Ярослава атаковала с другой стороны. Её Вихревой клинок достиг максимальной мощности — воздушные потоки вокруг эспадрона превратились в настоящий ураган в миниатюре. Каждый удар оставлял всё более глубокие раны, разрывая плоть Древнего.
Очередная атака Жнеца отбросила Матвея на десяток метров. Перекатившись, берсерк заметил странную деталь — когда тварь использовала телекинез для особенно мощного удара, пульсирующее ядро в её груди на мгновение тускнело, а текучая броня вокруг него становилась почти прозрачной. Словно вся энергия существа уходила на атаку, оставляя сердце беззащитным.
— Ярослава! — не очень членораздельно прорычал метаморф, уклоняясь от очередного удара лезвия-конечности. — Ядро! Когда он атакует — ядро открыто!

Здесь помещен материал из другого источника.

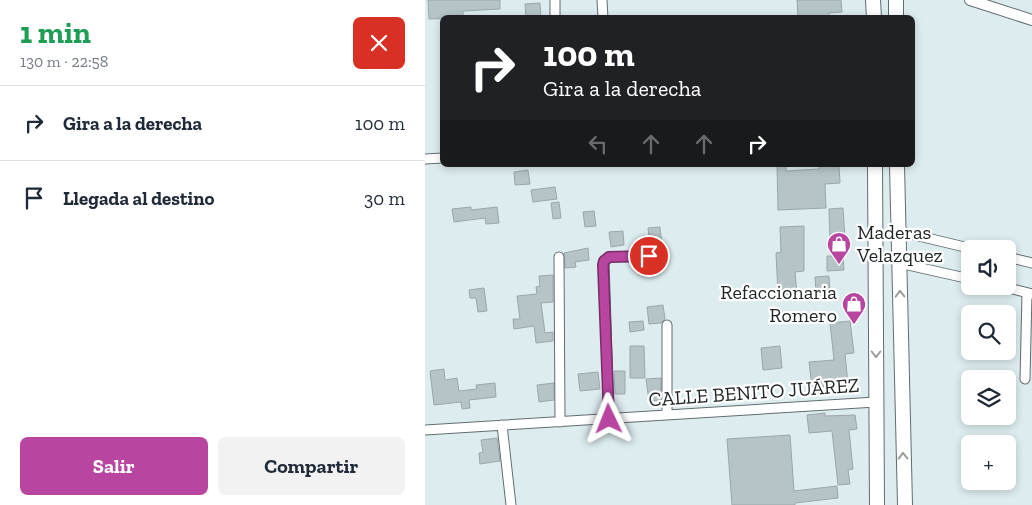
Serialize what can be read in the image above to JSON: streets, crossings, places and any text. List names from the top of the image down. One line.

Рыжеволосая воительница моментально поняла. Следующие несколько минут они работали в связке — Матвей провоцировал Жнеца на мощные телекинетические атаки, принимая удары на себя, а Ярослава выжидала момент.
Жнец предпринял последнюю отчаянную попытку. Воздух вокруг твари задрожал, искривился, словно само пространство не выдерживало концентрации силы. Телекинетическая волна обрушилась на атакующих с мощью осадного тарана. Земля под ногами Матвея взорвалась фонтанами грязи, камни и обломки превратились в смертоносную шрапнель. Ближайшие трупы Бездушных разорвало на куски от одного только давления.
Берсерк принял удар на себя, выставив вперёд все четыре конечности. Костяная броня затрещала, пошла трещинами по всей поверхности. Пластины отлетали одна за другой, обнажая кровоточащую плоть. Телекинетический молот вдавил его в землю, оставляя глубокую борозду. Боль пронзила всё тело — рёбра хрустнули, из пасти хлынула кровь. Но метаморф не просто устоял — он рванулся вперёд сквозь убийственное давление.
— Сейчас! — заорал Матвей, врезаясь в Жнеца всей массой.
Его конечности обхватили текучее тело твари, но главное — массивные челюсти сомкнулись сразу на трёх лезвиях-конечностях Древнего. Клыки пробили даже усиленную магией шкуру, намертво сковав движения. Жнец попытался отбросить берсерка, но тот держался с упорством бульдога, не давая твари поднять оставшиеся конечности для блокирования.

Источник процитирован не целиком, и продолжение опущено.